Only the best masking-tape for my readers!

09 November 2010

The Vitruvian Scarf.

"The Arts" and Crafts combine

Last Christmas, I gave the boyfriend a scarf made out of Debbie Bliss Baby Cashmerino, which exacty matched the stitch-pattern I had used to make him a hat a few months previously. He was delighted, and proudly wore it to out work... for about a week. Then, it started to curl in on itself, curl, curl, curl into a tube which owed more to a shoelace than a sharf. It was not cozy, it was not long and wide, it was not a scarf anymore, so I took it back and started on it again, with a different, but complimentary stitch pattern. Instead of using front-loop doubles, I used linked double-trebles. This preserved the line across it and it was going great! But, scarves are not easy, and having finished the first one, my brain was ill-prepared to start into a second, using the same yarn, for the same person, producing practically the same look. No, not prepared at all, and so, it languished, ignored, unloved, forgotten. Until Now.

Having taken it out of the WIP chest, dusted it off and examined my work so far, I got to thinking just how long an "average" scarf was. I mentioned this to a friend, who gave me a wonderfully elegant and succinct answer. A scarf should be as long as the wearer's armspan, or put another way, as long as they are tall.

That got me thinking a bit. Leonardo's famous sketch of The Vitruvian Man could have been an artistic comment of just this principle. Armspan = Height = scarf-length.

And, when you think on it further, who in the world could possibly do with a scarf more than that poor guy...
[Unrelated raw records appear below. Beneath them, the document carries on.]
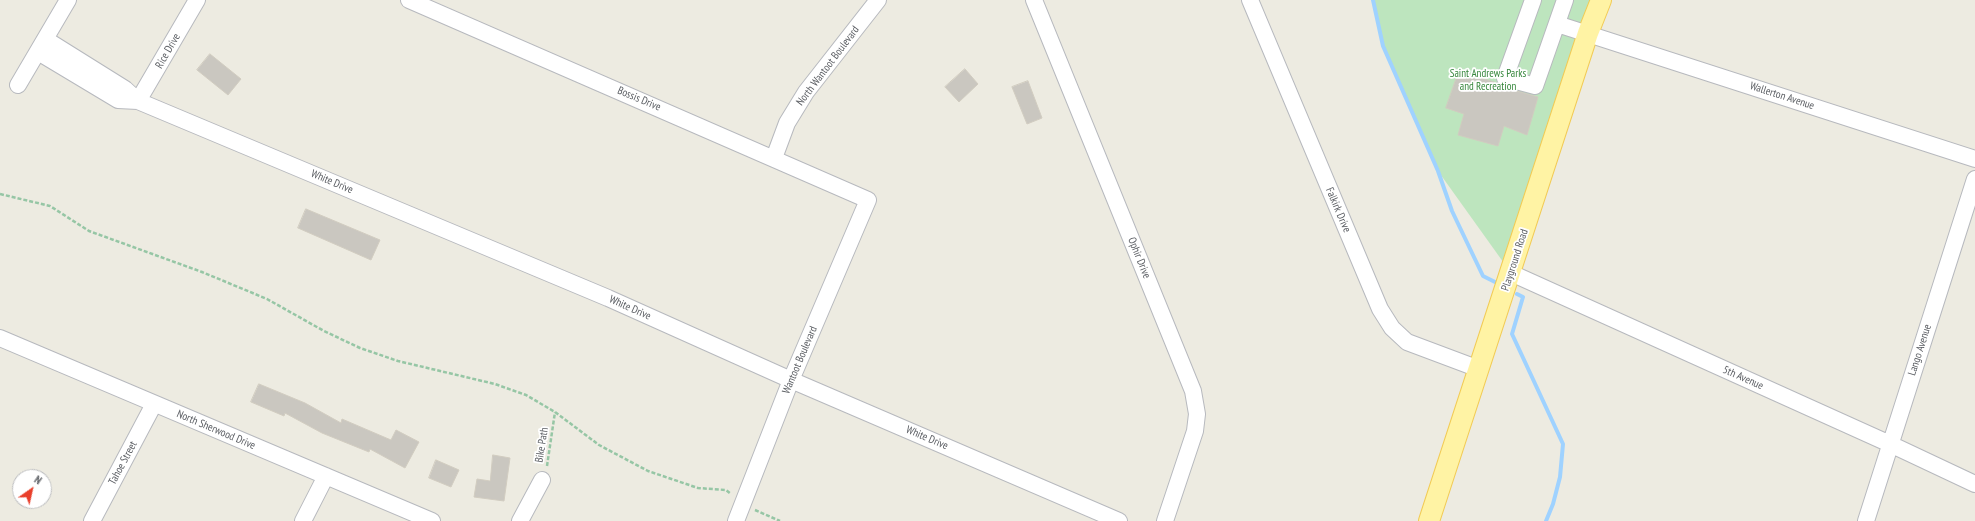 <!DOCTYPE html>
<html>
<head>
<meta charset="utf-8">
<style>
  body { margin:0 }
  #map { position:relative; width:1975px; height:521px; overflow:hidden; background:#edebe1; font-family:"PT Sans Narrow",sans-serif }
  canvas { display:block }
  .north { position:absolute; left:12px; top:469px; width:40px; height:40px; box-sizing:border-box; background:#fff; border:1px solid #bdbec0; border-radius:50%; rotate:34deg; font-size:11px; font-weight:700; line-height:16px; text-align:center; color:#5a5d62 }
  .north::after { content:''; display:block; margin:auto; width:14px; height:18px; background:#e93f2b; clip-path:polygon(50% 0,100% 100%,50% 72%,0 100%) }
</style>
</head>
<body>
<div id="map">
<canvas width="1975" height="521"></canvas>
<div class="north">N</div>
</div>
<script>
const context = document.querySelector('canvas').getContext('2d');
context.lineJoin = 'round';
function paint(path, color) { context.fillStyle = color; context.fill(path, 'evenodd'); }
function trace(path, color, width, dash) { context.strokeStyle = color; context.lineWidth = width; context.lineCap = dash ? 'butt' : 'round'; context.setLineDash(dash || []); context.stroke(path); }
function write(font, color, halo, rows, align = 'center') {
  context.font = font + ' "PT Sans Narrow",sans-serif'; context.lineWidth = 3.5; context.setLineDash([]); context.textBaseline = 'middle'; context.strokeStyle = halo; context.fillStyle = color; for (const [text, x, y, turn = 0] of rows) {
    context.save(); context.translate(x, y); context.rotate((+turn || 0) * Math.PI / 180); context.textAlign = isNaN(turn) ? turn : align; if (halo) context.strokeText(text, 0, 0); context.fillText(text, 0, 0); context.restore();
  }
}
const green = new Path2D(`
  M1373 0H1601L1511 273 1438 171 1383 46Z`);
const stream = new Path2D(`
  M1373 0 1383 46 1438 171 1452 211 1483 276 1495 282
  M1517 294 1523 297 1512 334 1563 444 1560 477 1553 504 1546 521`);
const building = new Path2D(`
  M210 54 241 79 228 95 197 70Z
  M965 69 978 84 959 102 945 87Z
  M1459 71 1497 83 1503 87 1538 97 1527 135 1504 126 1498 146 1458 135 1464 114 1446 108Z
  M1028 81 1042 118 1027 124 1012 87Z
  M306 209 380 240 371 260 298 228Z
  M259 384 305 403 341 423 342 419 391 440 396 430 419 442 405 468 370 449 369 452 322 433 285 413 284 416 251 402Z
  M493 455 510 458 504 501 474 497 477 479 490 481Z
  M436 460 459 470 451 487 429 478Z`);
const path = new Path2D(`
  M0 194 50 206 89 231 202 272 267 299 324 331 360 348 398 361 495 384 526 395 555 412 599 445 648 471 698 488 726 490 731 494
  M547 466 555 412
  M755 510 780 521`);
const minor = new Path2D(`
  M197 0 138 101 608 298 791 380 1119 521
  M409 0 868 200 791 380 736 521
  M1034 0 1193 391 1197 414 1195 431 1165 521
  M1250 0 1380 309 1392 328 1407 342 1479 369
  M1533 0 1505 78 1535 86 1565 0
  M1557 24 1975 159
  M38 52 118 100 138 101 125 89 45 39
  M18 85 68 0
  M774 158 787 123 806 92 878 0
  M1511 273 1890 444 1975 484
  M0 338 432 521
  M92 521 154 404
  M303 521 326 476
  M520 521 542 480
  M1866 521 1975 179`);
const major = new Path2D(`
  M1429 521 1588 33 1601 0`);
const streetNames = [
  ["Rice Drive",168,51,-60],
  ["North Wantoot Boulevard",828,66,-53],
  ["Wallerton Avenue",1782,96,18],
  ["Bossis Drive",639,99,23],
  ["White Drive",332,182,23],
  ["Falkirk Drive",1338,210,67],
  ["Ophir Drive",1139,258,68],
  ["Playground Road",1515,260,-72],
  ["White Drive",630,308,24],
  ["Lango Avenue",1920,350,-72],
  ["Wantoot Boulevard",800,360,-67],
  ["5th Avenue",1743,378,24],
  ["North Sherwood Drive",216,430,23],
  ["White Drive",927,438,23],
  ["Bike Path",542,445,-81],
  ["Tahoe Street",123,463,-62]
];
const parkNames = [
  ["Saint Andrews Parks",1488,74],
  ["and Recreation",1488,87]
];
paint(green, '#bde5be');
trace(stream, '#9fd2ff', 4);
paint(building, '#cac7c0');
trace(building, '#d1ccc0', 1);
trace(minor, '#b7b9be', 18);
trace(major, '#f2cb55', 22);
trace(path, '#96c6a5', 2.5, [4, 2]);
trace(minor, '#fff', 16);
trace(major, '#fff3a4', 20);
write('11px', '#5a5d62', '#fff', streetNames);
write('11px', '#35863b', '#fff', parkNames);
</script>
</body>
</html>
So, have you started into your winter scarves yet? Do you have a favourite pattern?

06 November 2010

FFFFirst Birthday Party

Well, last night was fantastic, and once again thank you to EVERYONE who came along, donated prizes and brought baked goods, tasty sweets and cake. Thanks also should go to the staff of The Tea Gardens who put up with our noise and demands for fancy tea every fortnight.

What started out as a dreary trip into town, with lashing rain, bad traffic, and a cold bus, transformed my mood as I neared the Tea Garden entrance.

In I went, one of the first to arrive, but before I knew it, the room was filling up fast with regulars and new people. The prize mound grew as lovely yarns were added. Even Lisa in This Is Knit dropped in on a flying visit to wish us a good night and to present a raffle prize. (the big, squooshy blue one in the middle)

There was a lot of tea:

A load of laughing and shouting:

And even some actual making of things between mouthfuls of delicious rice-crispie buns, brownies and cookies:

Sorry about the strange blurry quality. The lighting is enough to work comfortably by in there, but photos are hard to get...

And, we were even tweeted about by The Electric Sheep!, here.

Once Karen made her appearance, the prize giving began. I was very, very happy to discover that I was a competition winner and came away with some Malabrigo Lace, thanks to Dave Grohl and some Malabrigo Sock, thanks to a very, very nasty looking sun-suit. There were actually so many prizes on the night that almost everyone came away with something! That's a real birthday party...

So now, we're into our second year of Fibre Funning every Fortnight and I for one, can't wait to see what brilliant madness this year brings.

04 November 2010

Fibre Fun Friday Celebrates its 1st Birthday!

With cake, and fancy tea and a mountain of prizes!

So, this time last year, my friend E and I were sitting in a relatively new establishment on the Quays in Dublin. It was a Tea Garden, an idea hitherto unknown to us in Ireland but, which, apparently is a well-established concept around Eastern Europe. Basically, it's a cozy, calmly-lit space in which to drink fancy teas from around the world, relax and chat.

At one point in the evening, we agreed that it'd be an ideal place for a fibre group to meet, and so, Fibre Fun Friday was born. It's hard to believe at this stage that a whole year has past since the thought presented itself, but it is so.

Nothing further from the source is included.